L'obtention de la dérogation, qui nécessitait un consensus, est à porter au crédit d'un compromis sur la banane entre l'Union, les États-Unis et l'Équateur, a-t-il souligné. Les ACP demandaient une dérogation jusqu'à la fin 2007 pour l'ensemble des échanges couverts par l'accord de Cotonou (l'entrée en vigueur des futurs accords de partenariat économique régionaux étant prévue en 2008) et une dérogation spéciale de même durée garantissant l'accès préférentiel des bananes ACP au marché européen, sachant que début 2006 le régime préférentiel actuel sera remplacé par un régime de protection uniquement tarifaire. Les pays latino-américains, pour leur part, subordonnaient leur accord à la garantie que l'Union européenne n'en profiterait pas pour augmenter les tarifs et limiter ainsi l'accès de la banane latino-américaine au marché européen. Le compromis trouvé repose sur l'engagement écrit de l'Union de ne pas remettre en cause cet accès et sur l'assurance que la dérogation ACP tomberait une fois épuisées les deux possibilités d'arbitrage offertes à la partie lésée. La demande de l'Equateur que l'accès des pays ACP aux quotas A et B du système de licences d'importation soit gelé a été jugée irrecevable tant par les ACP que par la Commission européenne, a précisé Jean-Robert Goulangana, satisfait.

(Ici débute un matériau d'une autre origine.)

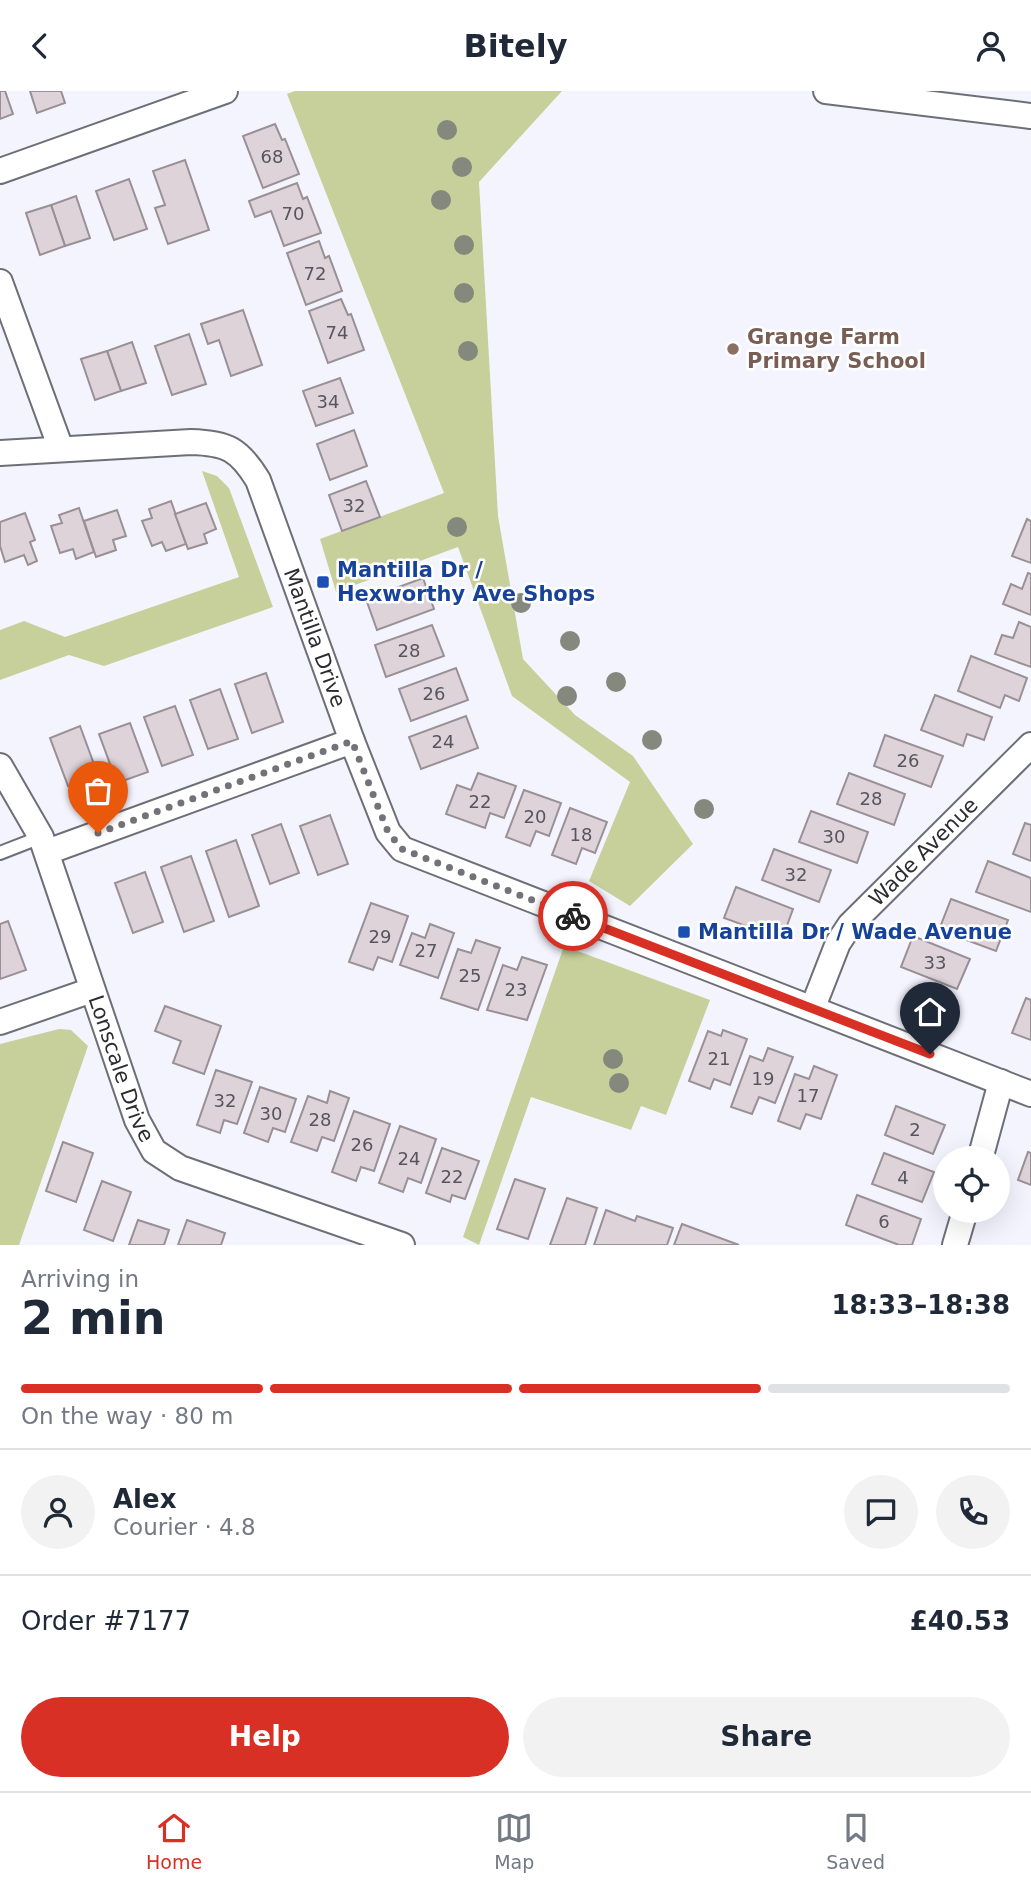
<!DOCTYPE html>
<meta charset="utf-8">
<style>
:root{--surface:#fff;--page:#f2f2f3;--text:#1f2937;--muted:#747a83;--line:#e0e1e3;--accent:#d93025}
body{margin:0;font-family:"DejaVu Sans",sans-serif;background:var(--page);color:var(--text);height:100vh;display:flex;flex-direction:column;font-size:26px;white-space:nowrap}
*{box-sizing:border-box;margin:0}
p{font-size:23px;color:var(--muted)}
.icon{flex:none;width:38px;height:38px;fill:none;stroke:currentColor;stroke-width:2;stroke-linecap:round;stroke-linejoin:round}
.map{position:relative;height:1154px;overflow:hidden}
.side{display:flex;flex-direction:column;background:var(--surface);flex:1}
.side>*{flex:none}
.tools{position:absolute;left:933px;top:1055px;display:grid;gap:14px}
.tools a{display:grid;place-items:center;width:77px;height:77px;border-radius:50%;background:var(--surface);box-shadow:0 7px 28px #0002;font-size:35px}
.pin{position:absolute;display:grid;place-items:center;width:60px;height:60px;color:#fff;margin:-72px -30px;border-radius:50% 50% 50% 0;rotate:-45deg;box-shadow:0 0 7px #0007}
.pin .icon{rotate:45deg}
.courier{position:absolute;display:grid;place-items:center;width:70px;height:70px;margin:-35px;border:5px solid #d93025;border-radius:50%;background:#fff;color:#222;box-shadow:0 2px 9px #0007}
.head em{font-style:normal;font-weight:700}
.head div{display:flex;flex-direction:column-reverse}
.head{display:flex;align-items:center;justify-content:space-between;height:119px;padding:0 21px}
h1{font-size:46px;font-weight:700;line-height:52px}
.bar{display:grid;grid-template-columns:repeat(4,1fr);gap:10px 7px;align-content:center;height:84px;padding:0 21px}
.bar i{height:9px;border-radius:5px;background:var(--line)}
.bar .on{background:var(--accent)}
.bar p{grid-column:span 4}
.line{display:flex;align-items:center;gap:18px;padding:0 21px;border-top:2px solid var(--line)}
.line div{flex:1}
.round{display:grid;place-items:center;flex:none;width:74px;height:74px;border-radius:37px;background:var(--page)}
.cta{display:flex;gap:14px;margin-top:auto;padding:14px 21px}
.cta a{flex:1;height:80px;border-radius:42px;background:var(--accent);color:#fff;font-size:28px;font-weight:700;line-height:80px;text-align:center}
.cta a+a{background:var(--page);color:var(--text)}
header{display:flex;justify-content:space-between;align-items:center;height:91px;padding:0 21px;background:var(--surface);font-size:32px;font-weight:700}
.tab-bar{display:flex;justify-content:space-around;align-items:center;height:98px;border-top:2px solid var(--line);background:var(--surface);font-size:19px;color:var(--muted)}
.tab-bar a{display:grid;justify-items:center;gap:4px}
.tab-bar .on{color:var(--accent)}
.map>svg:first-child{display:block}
</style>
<header><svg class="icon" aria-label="back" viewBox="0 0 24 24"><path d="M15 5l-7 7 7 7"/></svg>Bitely<svg class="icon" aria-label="person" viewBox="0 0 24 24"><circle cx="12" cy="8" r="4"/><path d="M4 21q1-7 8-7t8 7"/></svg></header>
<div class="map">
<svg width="1031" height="1154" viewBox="0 0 1031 1154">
<rect width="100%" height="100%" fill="#f4f4ff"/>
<!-- green -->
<g fill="#c7d09a">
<polygon points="295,0 562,0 479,91 498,425 523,568 575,624 633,665 693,753 630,815 589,790 630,691 512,605 458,456 336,501 320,448 444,402 287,3"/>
<polygon points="202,380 217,385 229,397 273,516 104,575 69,564 0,589 0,539 24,530 65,546 239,486"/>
<polygon points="564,855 710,909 666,1024 641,1015 631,1039 531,1006 479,1154 463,1146"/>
<polygon points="59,938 71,939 88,955 19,1154 0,1154 0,953"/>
</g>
<!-- building -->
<g fill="#ddd3d9" stroke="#999096" stroke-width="2">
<polygon points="0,0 5,0 13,23 0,28"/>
<polygon points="30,0 61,0 65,12 37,22"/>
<polygon points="275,33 282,49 285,48 299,83 263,97 243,45"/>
<polygon points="185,69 209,139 168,153 155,117 165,114 153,80"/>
<polygon points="129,88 147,138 114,149 96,100"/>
<polygon points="297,92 303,108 307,106 321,142 284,155 271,120 255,126 249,110"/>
<polygon points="76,105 90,147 65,155 51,114"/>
<polygon points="51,114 65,155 40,164 26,122"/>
<polygon points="319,150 325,167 329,165 342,200 306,214 287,162"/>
<polygon points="341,208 348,224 351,223 364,259 328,272 309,220"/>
<polygon points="243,219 262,274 231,285 219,249 208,253 201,233"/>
<polygon points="189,243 206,293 172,304 155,255"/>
<polygon points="132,251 146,292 121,300 107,260"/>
<polygon points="107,260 121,300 95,309 81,268"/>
<polygon points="340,287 353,322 316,335 303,300"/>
<polygon points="354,339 367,375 330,389 317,353"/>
<polygon points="366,390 380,426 342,440 329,404"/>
<polygon points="171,410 186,453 166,460 162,451 152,455 142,430 152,427 149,418"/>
<polygon points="206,412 216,438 204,443 207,452 188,458 175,423"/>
<polygon points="79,417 94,461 76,468 73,458 60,462 51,435 62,432 59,424"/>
<polygon points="117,419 126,445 113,449 116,459 96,466 84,430"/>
<polygon points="25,422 35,449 30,451 37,470 28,474 24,464 5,471 0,455 0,431"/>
<polygon points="1027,428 1031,430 1031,472 1012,465"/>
<polygon points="1028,482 1031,483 1031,524 1003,513 1011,493 1022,498"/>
<polygon points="423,487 434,518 377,539 366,508"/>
<polygon points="1019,531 1031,536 1031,576 995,563 1002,544 1013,547"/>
<polygon points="432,534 444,565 386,586 375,554"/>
<polygon points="971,565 1027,587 1019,610 1005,604 1000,617 958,600"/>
<polygon points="456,577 468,609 411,630 399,598"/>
<polygon points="266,582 283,631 252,642 235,593"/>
<polygon points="220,598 238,648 208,658 190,609"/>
<polygon points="935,604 992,626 984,649 967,643 963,655 921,639"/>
<polygon points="175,615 193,664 162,675 144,626"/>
<polygon points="466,625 478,657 421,678 409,646"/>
<polygon points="130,632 148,681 117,692 99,643"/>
<polygon points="80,635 98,684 68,695 50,647"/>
<polygon points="885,644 943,665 931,696 874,675"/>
<polygon points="478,682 516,695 504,727 490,722 485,737 446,723 457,694 471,699"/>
<polygon points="849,682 905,703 894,734 837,713"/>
<polygon points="524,699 561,712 549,745 536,740 530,755 506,746"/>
<polygon points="570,717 607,731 595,762 582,757 576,773 552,764"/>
<polygon points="811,720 868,741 857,772 799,751"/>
<polygon points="330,724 348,773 318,784 300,735"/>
<polygon points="1025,732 1031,734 1031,770 1013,763"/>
<polygon points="281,733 299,782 270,793 252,744"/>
<polygon points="236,749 259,815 229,826 206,760"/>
<polygon points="774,758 831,779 819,811 762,789"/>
<polygon points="191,765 214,830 184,841 161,776"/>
<polygon points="988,770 1031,787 1031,821 976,801"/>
<polygon points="145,781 163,831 133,842 115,792"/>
<polygon points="736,796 793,818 782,848 724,827"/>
<polygon points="951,808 1008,829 996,860 939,839"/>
<polygon points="371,812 408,825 392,871 378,866 373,879 349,871"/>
<polygon points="8,830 26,879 0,888 0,833"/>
<polygon points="430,833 454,842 438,887 400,874 412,842 425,847"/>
<polygon points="913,845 970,868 957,898 901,876"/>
<polygon points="476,849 500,857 478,919 441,907 458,858 471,862"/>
<polygon points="522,866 547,874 527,929 487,919 503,874 517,879"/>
<polygon points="1026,907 1031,909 1031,949 1012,942"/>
<polygon points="165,915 221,935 204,983 173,972 181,950 155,940"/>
<polygon points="723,939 747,948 730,994 714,988 710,998 689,990 708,940 721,945"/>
<polygon points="768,957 793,966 775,1012 759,1006 752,1023 731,1016 750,965 763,970"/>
<polygon points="814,975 837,984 821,1028 806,1023 800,1038 778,1030 795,983 809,988"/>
<polygon points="216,979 252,991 237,1033 224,1029 220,1042 197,1034"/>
<polygon points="260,996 296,1008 285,1041 273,1037 268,1051 244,1042"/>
<polygon points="330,1000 349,1007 334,1050 322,1046 317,1060 291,1051 308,1005 327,1012"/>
<polygon points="896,1015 945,1034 933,1063 885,1044"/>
<polygon points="354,1020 390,1033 374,1080 361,1076 356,1090 332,1081"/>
<polygon points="400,1035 436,1048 421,1092 408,1087 403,1101 379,1092"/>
<polygon points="63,1051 93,1062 76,1111 46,1100"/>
<polygon points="442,1057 479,1070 465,1108 452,1104 450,1111 426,1102"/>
<polygon points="1028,1061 1031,1062 1031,1094 1018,1089"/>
<polygon points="884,1062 934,1081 922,1111 872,1093"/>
<polygon points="515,1088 545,1098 528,1148 497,1138"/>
<polygon points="102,1090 131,1101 113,1150 84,1139"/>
<polygon points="857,1104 921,1128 912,1154 899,1154 846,1134"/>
<polygon points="567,1107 597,1117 585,1154 550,1154"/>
<polygon points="606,1119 635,1130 637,1125 673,1137 667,1154 594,1154"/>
<polygon points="138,1129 169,1139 164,1154 129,1154"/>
<polygon points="187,1129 225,1142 221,1154 178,1154"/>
<polygon points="682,1133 739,1154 674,1154"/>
</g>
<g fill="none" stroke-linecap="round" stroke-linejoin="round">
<defs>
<polyline id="service" points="0,762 41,746"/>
<g id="minor">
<polyline points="826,0 1031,25"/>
<polyline points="0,80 225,0"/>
<polyline points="0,191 61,358"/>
<path id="s1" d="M 0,362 L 191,351 C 227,352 239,358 258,389 L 352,650 L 388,741 L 402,758 L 1031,1003"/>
<path id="s2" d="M 0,675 L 41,746 L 137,1029 L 154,1060 L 180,1077 L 402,1154"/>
<polyline points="47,761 352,650"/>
<path id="s3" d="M 813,916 L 838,852 L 850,834 L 1031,654"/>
<polyline points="0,931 92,899"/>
<polyline points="980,1068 1001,991"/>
<polyline points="955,1154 965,1120"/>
</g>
</defs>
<!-- service casing -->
<use href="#service" stroke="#6e6e77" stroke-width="16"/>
<!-- minor casing -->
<use href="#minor" stroke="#6e6e77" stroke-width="28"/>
<!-- service -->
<use href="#service" stroke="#fff" stroke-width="12"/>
<!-- minor -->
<use href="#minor" stroke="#fff" stroke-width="24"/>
</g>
<!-- trees -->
<g fill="#85887c">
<circle cx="447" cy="39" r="10"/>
<circle cx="462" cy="76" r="10"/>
<circle cx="441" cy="109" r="10"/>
<circle cx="464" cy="154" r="10"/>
<circle cx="464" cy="202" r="10"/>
<circle cx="468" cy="260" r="10"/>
<circle cx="457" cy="436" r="10"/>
<circle cx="521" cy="512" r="10"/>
<circle cx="570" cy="550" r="10"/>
<circle cx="616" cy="591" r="10"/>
<circle cx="567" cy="605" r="10"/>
<circle cx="652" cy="649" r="10"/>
<circle cx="704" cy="718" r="10"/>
<circle cx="613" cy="968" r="10"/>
<circle cx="619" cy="992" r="10"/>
</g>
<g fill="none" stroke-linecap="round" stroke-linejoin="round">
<!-- done -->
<polyline stroke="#727278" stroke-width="7" stroke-dasharray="0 12.6" points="98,742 352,650 388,741 402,758 573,825"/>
<!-- route -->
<polyline stroke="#d93025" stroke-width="9" points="573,825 930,963"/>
</g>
<!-- markers -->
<circle fill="#8d6e63" stroke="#fff" stroke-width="2.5" cx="733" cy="258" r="7"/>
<g fill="#1a4fb4" stroke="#fff" stroke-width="2.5">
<rect x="316" y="484" width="14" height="14" rx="3.5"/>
<rect x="677" y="834" width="14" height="14" rx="3.5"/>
</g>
<g text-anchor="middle" stroke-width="5" stroke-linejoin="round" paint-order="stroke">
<!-- number labels -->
<g font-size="18" fill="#58565a">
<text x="272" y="72">68</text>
<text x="293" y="129">70</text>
<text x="315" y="189">72</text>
<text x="337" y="248">74</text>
<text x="328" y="317">34</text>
<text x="354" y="421">32</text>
<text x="409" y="566">28</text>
<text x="434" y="609">26</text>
<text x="443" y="657">24</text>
<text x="908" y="676">26</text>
<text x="871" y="714">28</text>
<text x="480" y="717">22</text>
<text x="535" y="732">20</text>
<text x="581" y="750">18</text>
<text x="834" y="752">30</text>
<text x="796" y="790">32</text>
<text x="380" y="852">29</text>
<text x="426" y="866">27</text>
<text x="935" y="878">33</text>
<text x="470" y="891">25</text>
<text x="516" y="905">23</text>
<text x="719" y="974">21</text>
<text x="763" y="994">19</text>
<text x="808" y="1011">17</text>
<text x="225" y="1016">32</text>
<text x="271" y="1029">30</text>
<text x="320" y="1035">28</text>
<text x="915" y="1045">2</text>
<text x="362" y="1060">26</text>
<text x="409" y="1074">24</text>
<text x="452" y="1092">22</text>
<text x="903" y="1093">4</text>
<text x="884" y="1137">6</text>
</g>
<!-- education labels -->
<g font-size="21" font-weight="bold" fill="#785e54" stroke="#fff" text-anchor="start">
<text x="747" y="253">Grange Farm<tspan x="747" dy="24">Primary School</tspan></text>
</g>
<!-- transit labels -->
<g font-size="21" font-weight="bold" fill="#164399" stroke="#fff" text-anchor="start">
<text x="337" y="486">Mantilla Dr /<tspan x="337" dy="24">Hexworthy Ave Shops</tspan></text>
<text x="698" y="848">Mantilla Dr / Wade Avenue</text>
</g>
<!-- street labels -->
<g font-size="21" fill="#2c2c30" stroke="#fff">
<text dy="7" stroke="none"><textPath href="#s1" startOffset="441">Mantilla Drive</textPath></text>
<text dy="7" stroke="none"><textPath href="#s3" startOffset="194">Wade Avenue</textPath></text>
<text dy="7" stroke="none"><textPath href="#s2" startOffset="327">Lonscale Drive</textPath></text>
</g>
</g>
</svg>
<div class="tools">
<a><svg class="icon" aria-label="locate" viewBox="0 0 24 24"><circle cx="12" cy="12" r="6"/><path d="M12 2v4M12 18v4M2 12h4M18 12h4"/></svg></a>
</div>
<div class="pin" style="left:98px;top:742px;background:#ea580c"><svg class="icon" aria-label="bag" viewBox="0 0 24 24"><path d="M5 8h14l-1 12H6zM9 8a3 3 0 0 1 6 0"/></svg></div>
<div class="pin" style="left:930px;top:963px;background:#1f2937"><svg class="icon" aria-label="home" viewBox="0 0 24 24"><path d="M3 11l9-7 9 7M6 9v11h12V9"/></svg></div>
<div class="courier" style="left:573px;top:825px"><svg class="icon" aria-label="bike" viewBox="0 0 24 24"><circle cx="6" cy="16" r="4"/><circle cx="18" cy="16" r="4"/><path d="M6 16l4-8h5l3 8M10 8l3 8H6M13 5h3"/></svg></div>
</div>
<section class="side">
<div class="head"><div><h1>2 min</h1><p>Arriving in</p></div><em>18:33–18:38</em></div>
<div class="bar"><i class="on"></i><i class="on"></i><i class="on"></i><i></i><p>On the way · 80 m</p></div>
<div class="line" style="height:126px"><a class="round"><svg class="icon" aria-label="person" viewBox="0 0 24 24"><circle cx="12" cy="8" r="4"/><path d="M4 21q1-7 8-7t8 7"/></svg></a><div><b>Alex</b><p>Courier · 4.8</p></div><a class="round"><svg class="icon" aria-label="chat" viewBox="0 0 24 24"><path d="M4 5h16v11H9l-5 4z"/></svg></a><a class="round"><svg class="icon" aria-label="phone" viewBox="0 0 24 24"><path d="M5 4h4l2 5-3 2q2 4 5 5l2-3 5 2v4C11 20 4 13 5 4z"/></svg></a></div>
<div class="line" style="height:91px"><div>Order #7177</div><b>£40.53</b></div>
<div class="cta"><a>Help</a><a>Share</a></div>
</section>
<nav class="tab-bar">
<a class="on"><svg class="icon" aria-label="home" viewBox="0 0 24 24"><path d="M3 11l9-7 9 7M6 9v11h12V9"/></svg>Home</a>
<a><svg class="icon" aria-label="map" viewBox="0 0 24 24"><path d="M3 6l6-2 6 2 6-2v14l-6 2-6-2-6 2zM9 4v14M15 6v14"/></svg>Map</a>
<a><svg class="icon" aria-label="saved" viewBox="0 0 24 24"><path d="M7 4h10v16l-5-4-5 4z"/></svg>Saved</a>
</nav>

Parmi les autres motifs de satisfaction, le Secrétaire général a salué l'accord intervenu sur l'accès des pays en développement aux médicaments (voir EUROPE des 14 novembre et 15 novembre, p. 7), la place désormais faite aux questions de développement dans l'agenda de l'OMC, la réaffirmation du traitement spécial et différencié pour les pays les moins avancés, la décision concernant un programme d'assistance technique à la mise en œuvre en faveur des pays en développement, la reconnaissance que les normes de travail continuent à relever de l'Organisation internationale du Travail (OIT), comme le souhaitaient les ACP.
Concernant la décision de lancer un nouveau cycle de négociations, M. Goulangana s'est estimé satisfait, car le texte de la déclaration de la conférence de Doha ne fixe pas de date. Reconnaissant que "tous ceux qui ont critiqué le fonctionnement de l'OMC ont contribué à la prise en compte des intérêts des pays en développement", le Secrétaire général a conclu à la nécessité de "capitaliser le résultat de Doha pour l'avenir".